### Task requirements
What you return must be every line below that includes the word "right".

(Saved data entries)
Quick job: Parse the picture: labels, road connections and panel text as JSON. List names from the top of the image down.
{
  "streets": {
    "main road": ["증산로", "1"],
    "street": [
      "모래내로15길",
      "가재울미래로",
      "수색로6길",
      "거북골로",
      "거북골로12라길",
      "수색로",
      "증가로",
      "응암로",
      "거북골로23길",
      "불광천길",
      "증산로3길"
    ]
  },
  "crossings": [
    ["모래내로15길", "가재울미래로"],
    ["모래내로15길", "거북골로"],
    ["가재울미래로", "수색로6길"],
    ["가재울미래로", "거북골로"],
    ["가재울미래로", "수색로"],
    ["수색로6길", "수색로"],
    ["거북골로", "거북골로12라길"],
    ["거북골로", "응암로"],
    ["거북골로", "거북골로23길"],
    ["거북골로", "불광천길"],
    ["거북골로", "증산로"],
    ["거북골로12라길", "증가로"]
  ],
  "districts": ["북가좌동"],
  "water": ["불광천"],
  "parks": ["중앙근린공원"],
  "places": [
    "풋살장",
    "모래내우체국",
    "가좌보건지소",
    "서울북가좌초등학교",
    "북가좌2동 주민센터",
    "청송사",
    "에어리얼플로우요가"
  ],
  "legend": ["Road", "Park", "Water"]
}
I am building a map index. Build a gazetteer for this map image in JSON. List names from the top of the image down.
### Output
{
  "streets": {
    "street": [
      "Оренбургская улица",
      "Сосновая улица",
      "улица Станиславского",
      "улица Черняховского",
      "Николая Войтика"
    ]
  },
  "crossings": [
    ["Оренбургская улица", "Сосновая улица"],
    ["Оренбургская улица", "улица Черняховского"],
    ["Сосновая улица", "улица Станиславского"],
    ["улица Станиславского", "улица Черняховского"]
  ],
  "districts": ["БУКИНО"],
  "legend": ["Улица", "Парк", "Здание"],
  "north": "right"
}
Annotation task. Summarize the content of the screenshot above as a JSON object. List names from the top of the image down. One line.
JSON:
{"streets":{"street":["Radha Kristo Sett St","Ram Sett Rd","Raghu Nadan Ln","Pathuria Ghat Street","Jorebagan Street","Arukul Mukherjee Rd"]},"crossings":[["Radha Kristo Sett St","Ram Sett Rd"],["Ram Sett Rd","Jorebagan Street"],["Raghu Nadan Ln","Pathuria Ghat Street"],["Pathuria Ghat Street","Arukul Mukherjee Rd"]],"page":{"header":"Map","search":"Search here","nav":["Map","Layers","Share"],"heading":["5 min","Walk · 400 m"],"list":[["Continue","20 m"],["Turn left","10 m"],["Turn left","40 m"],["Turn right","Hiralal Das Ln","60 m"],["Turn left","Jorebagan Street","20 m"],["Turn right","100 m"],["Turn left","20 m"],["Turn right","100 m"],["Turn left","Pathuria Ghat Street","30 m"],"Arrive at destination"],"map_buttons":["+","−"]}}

### Solution to the problem
  "north": "right"
{"streets":{"street":["Radha Kristo Sett St","Ram Sett Rd","Raghu Nadan Ln","Pathuria Ghat Street","Jorebagan Street","Arukul Mukherjee Rd"]},"crossings":[["Radha Kristo Sett St","Ram Sett Rd"],["Ram Sett Rd","Jorebagan Street"],["Raghu Nadan Ln","Pathuria Ghat Street"],["Pathuria Ghat Street","Arukul Mukherjee Rd"]],"page":{"header":"Map","search":"Search here","nav":["Map","Layers","Share"],"heading":["5 min","Walk · 400 m"],"list":[["Continue","20 m"],["Turn left","10 m"],["Turn left","40 m"],["Turn right","Hiralal Das Ln","60 m"],["Turn left","Jorebagan Street","20 m"],["Turn right","100 m"],["Turn left","20 m"],["Turn right","100 m"],["Turn left","Pathuria Ghat Street","30 m"],"Arrive at destination"],"map_buttons":["+","−"]}}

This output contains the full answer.